What the task requires. Wherever a line holds the word "limit", copy that line from the data.
***** Records supplied *****
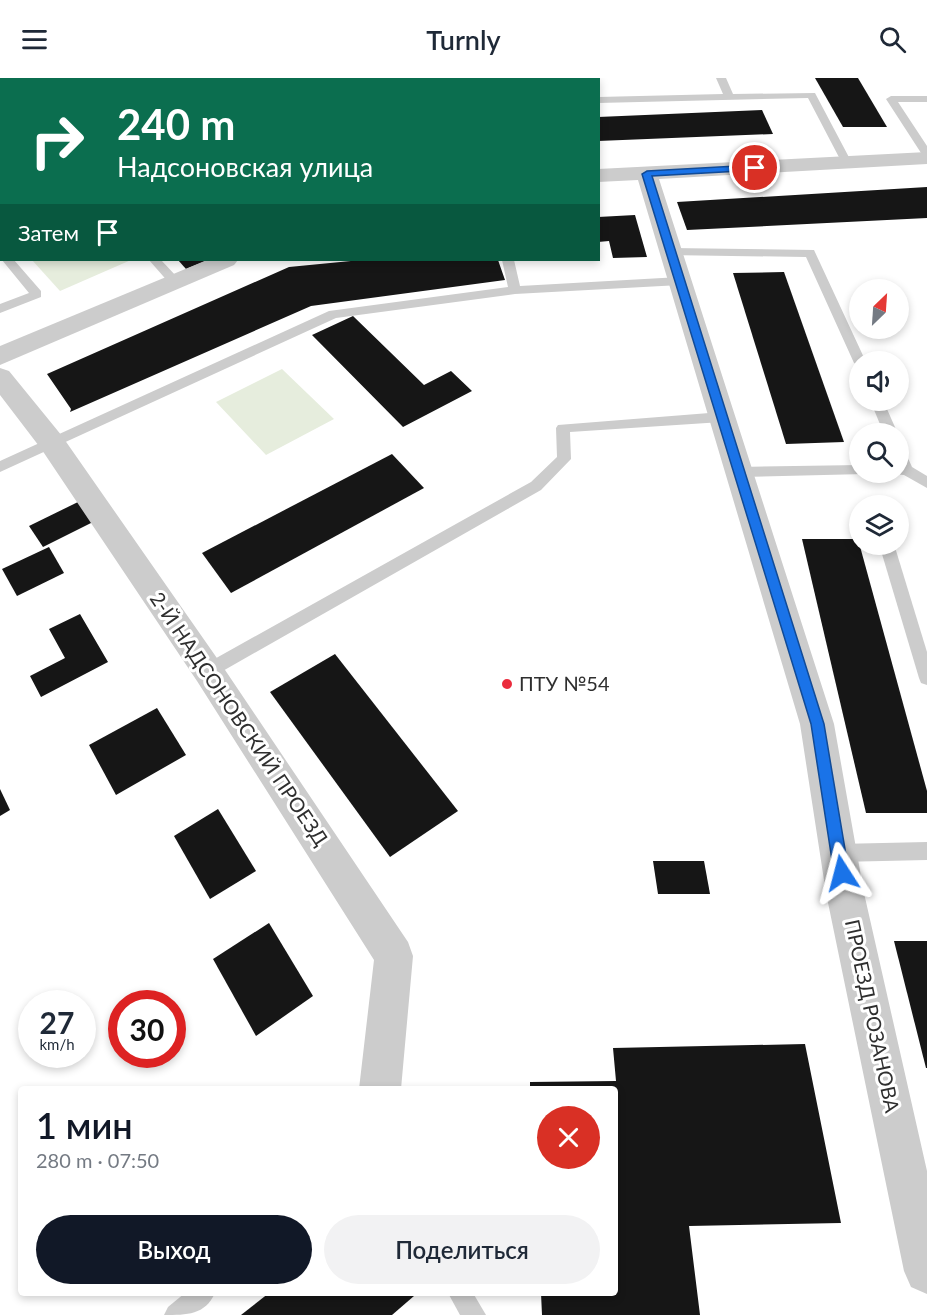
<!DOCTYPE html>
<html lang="ru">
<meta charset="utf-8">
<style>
:root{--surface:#fff;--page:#f2f2f3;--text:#1f2937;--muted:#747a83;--accent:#111827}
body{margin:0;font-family:Lato,sans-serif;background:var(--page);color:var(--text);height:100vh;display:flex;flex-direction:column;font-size:22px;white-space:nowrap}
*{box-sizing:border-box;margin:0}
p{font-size:20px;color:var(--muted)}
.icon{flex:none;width:33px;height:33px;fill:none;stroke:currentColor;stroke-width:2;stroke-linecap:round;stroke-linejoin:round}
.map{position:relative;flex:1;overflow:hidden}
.sheet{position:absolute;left:18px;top:1008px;width:600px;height:210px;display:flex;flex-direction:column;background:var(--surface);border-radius:6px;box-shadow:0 3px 9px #0003}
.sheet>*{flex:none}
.hud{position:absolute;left:0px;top:0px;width:600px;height:183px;box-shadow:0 3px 9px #0003;background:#0b6e4f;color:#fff;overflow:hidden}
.needle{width:39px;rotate:25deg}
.buttons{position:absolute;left:849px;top:201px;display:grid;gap:12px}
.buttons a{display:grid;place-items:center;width:60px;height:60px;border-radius:50%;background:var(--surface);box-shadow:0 3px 9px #0003;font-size:30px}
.speed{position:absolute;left:18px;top:912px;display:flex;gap:12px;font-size:30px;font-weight:700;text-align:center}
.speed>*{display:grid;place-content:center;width:78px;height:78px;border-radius:50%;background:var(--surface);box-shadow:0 3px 9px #0003;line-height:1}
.speed small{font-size:15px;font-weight:400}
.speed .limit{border:9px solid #d22;background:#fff;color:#111}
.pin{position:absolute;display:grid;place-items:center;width:51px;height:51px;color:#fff;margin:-26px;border:3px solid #fff;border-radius:50%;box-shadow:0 2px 6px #0007}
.me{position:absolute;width:66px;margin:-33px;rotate:351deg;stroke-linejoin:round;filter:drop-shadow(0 0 4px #0008)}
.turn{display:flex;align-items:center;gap:21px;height:126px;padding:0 18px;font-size:27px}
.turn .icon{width:78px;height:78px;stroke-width:2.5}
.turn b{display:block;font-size:42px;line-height:51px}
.then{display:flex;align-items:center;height:57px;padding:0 18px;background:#0003;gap:12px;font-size:22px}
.round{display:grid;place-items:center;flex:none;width:63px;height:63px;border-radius:32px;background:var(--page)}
.overview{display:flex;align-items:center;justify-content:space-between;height:102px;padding:0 18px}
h1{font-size:36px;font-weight:600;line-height:45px;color:var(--accent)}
.cta{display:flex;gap:12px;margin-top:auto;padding:12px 18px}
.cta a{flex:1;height:69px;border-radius:36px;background:var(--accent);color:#fff;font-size:24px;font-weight:600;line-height:69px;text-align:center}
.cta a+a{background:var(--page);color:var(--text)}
header{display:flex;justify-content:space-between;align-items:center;height:78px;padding:0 18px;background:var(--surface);font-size:27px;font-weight:600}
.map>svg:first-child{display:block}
.green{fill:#e6eddd}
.building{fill:#161616}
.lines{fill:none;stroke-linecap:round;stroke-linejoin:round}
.service{fill:#ccc;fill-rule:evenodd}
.minor{fill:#ccc;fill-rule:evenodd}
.route{fill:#1a73e8;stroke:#114b97;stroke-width:1.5}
.poi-dot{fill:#eb2c3d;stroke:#fff;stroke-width:2}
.labels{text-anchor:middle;stroke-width:6;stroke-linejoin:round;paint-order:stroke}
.poi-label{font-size:20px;fill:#2f2f2f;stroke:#fff;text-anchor:start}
.street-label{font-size:20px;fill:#2f2f2f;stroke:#fff}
</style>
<header><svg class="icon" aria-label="menu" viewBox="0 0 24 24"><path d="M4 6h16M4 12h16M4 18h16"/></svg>Turnly<svg class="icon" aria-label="search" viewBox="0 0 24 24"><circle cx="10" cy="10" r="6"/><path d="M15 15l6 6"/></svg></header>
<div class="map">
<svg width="927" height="1237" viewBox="0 0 927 1237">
<rect width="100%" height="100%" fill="#fff"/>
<!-- green -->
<g class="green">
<path d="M32 182H131L60 213Z"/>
<path d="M282 291 334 341 266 377 216 324Z"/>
</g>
<!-- building -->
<g class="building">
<path d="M815 0H858L887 49H843Z"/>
<path d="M762 32 773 56 598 63V39Z"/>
<path d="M927 109V140L687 152 677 124Z"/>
<path d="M635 137 647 179 613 180 609 163 598 164V139Z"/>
<path d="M178 182H208L186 191Z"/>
<path d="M361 182H498L505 202 311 228 70 334 71 331 47 296 289 189Z"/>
<path d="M784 194 844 364 786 366 733 195Z"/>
<path d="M353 238 424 307 451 293 472 313 403 349 312 257Z"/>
<path d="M392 376 424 410 231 515 202 475Z"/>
<path d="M78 424 93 444 43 469 29 448Z"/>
<path d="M802 461H858L927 713V735H866Z"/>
<path d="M49 469 64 495 17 518 2 491Z"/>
<path d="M80 536 108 584 41 619 30 598 65 580 49 551Z"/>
<path d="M335 576 458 733 390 779 270 614Z"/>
<path d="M157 630 186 677 116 717 89 667Z"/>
<path d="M0 711 10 732 0 738Z"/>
<path d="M218 731 256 793 210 821 174 758Z"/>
<path d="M653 783H704L710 816H658Z"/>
<path d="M269 845 313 918 256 958 213 881Z"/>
<path d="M894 863H927V990H926Z"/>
<path d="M805 966 841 1145 689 1148 700 1237H542L541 1215H615V1011H530V1004L616 1003 613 970Z"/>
<path d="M269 1215H412L414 1218 392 1237H241Z"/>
</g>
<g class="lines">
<!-- service -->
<g class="service">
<path d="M159 0H173L174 2H160Z"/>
<path d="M243 0H260L242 2Z"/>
<path d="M462 0H472L473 2H463Z"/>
<path d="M716 0H726L733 16 815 15 852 85 847 88 842 85 808 20 598 25V19L723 16Z"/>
<path d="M891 18H927V24H898L927 68V79L923 78 886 21Z"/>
<rect x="0" y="89" width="2" height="6"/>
<path d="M671 170 814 172 866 284H860V289L854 285 806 179 667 177 665 174Z"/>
<path d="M2 182H14L41 213V219L0 235V226L29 215Z"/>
<path d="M149 182H161L178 200V206H170Z"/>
<path d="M502 182H514L520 208 680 199 686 203 680 207 515 216 336 240 0 394V383L329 233 508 209Z"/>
<path d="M870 322H883L898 356H884Z"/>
<path d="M722 334 729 339 722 344 570 354 571 381 541 412 214 598 208 600 202 598 200 593 202 588 531 404 557 379 556 350 558 347Z"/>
<path d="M898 368 903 369 912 389 927 398V410L904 397 893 396 898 394Z"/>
<path d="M860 387V394L865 396 739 399 732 394 739 389Z"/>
<path d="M879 466H894L927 574V607L921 605 919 600Z"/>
<path d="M927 764V782L838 784 832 781 829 775 832 769 838 766Z"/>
<path d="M185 1215H215C205 1237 187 1237 164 1237L168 1229Z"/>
<path d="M448 1215H473L486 1237H460Z"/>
</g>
<!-- minor -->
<g class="minor">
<path d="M343 0H363L364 2H344Z"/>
<path d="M927 74V86L659 101 834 646 864 815 927 1093V1216L911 1209 904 1193 826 815 800 646 638 102 598 104V91Z"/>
<path d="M207 182H238L234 187 0 287V268Z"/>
<path d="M0 290 9 293 62 358 219 583 408 864 413 878 401 1011H359L374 882 197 603 42 372 0 317Z"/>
</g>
</g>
<!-- route -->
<path class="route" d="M755 87 758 88V92L652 98 824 646 849 795 847 800 842 803 836 800 834 795 811 646 642 96 647 93Z"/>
<!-- markers -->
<circle class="poi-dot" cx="507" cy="606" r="6"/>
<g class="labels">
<!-- poi labels -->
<g class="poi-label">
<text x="519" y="613">ПТУ №54</text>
</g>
<!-- street labels -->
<g class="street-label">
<text transform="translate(239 641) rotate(56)" y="7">2-Й НАДСОНОВСКИЙ ПРОЕЗД</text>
<text transform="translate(872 938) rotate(78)" y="7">ПРОЕЗД РОЗАНОВА</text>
</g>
</g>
</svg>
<div class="buttons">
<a><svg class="needle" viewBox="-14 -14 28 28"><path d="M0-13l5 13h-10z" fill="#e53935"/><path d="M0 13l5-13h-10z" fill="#747a83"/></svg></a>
<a><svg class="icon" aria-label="sound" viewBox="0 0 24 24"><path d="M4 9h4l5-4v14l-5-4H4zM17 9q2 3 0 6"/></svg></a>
<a><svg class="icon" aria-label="search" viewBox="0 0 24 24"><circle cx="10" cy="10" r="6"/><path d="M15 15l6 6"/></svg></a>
<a><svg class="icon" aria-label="layers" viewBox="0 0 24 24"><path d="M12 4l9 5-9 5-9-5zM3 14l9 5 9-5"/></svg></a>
</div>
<div class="speed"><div>27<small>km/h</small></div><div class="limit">30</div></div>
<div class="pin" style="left:755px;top:90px;background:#d93025"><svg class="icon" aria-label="arrive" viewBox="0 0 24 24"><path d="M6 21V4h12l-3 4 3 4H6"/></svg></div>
<svg class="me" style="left:842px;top:795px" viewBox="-20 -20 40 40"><path d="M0-17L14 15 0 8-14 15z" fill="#1a73e8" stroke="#fff" stroke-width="4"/></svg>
<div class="hud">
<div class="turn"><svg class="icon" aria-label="right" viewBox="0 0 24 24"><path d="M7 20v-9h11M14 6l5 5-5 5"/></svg><div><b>240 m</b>Надсоновская улица</div></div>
<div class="then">Затем<svg class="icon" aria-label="arrive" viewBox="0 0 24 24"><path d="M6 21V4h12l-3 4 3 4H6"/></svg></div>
</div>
<section class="sheet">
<div class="overview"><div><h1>1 мин</h1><p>280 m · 07:50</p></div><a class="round" style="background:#d93025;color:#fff"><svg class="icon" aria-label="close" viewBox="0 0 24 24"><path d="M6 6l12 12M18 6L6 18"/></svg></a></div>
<div class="cta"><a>Выход</a><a>Поделиться</a></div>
</section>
</div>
*****
Answer for the task.
.speed .limit{border:9px solid #d22;background:#fff;color:#111}
<div class="speed"><div>27<small>km/h</small></div><div class="limit">30</div></div>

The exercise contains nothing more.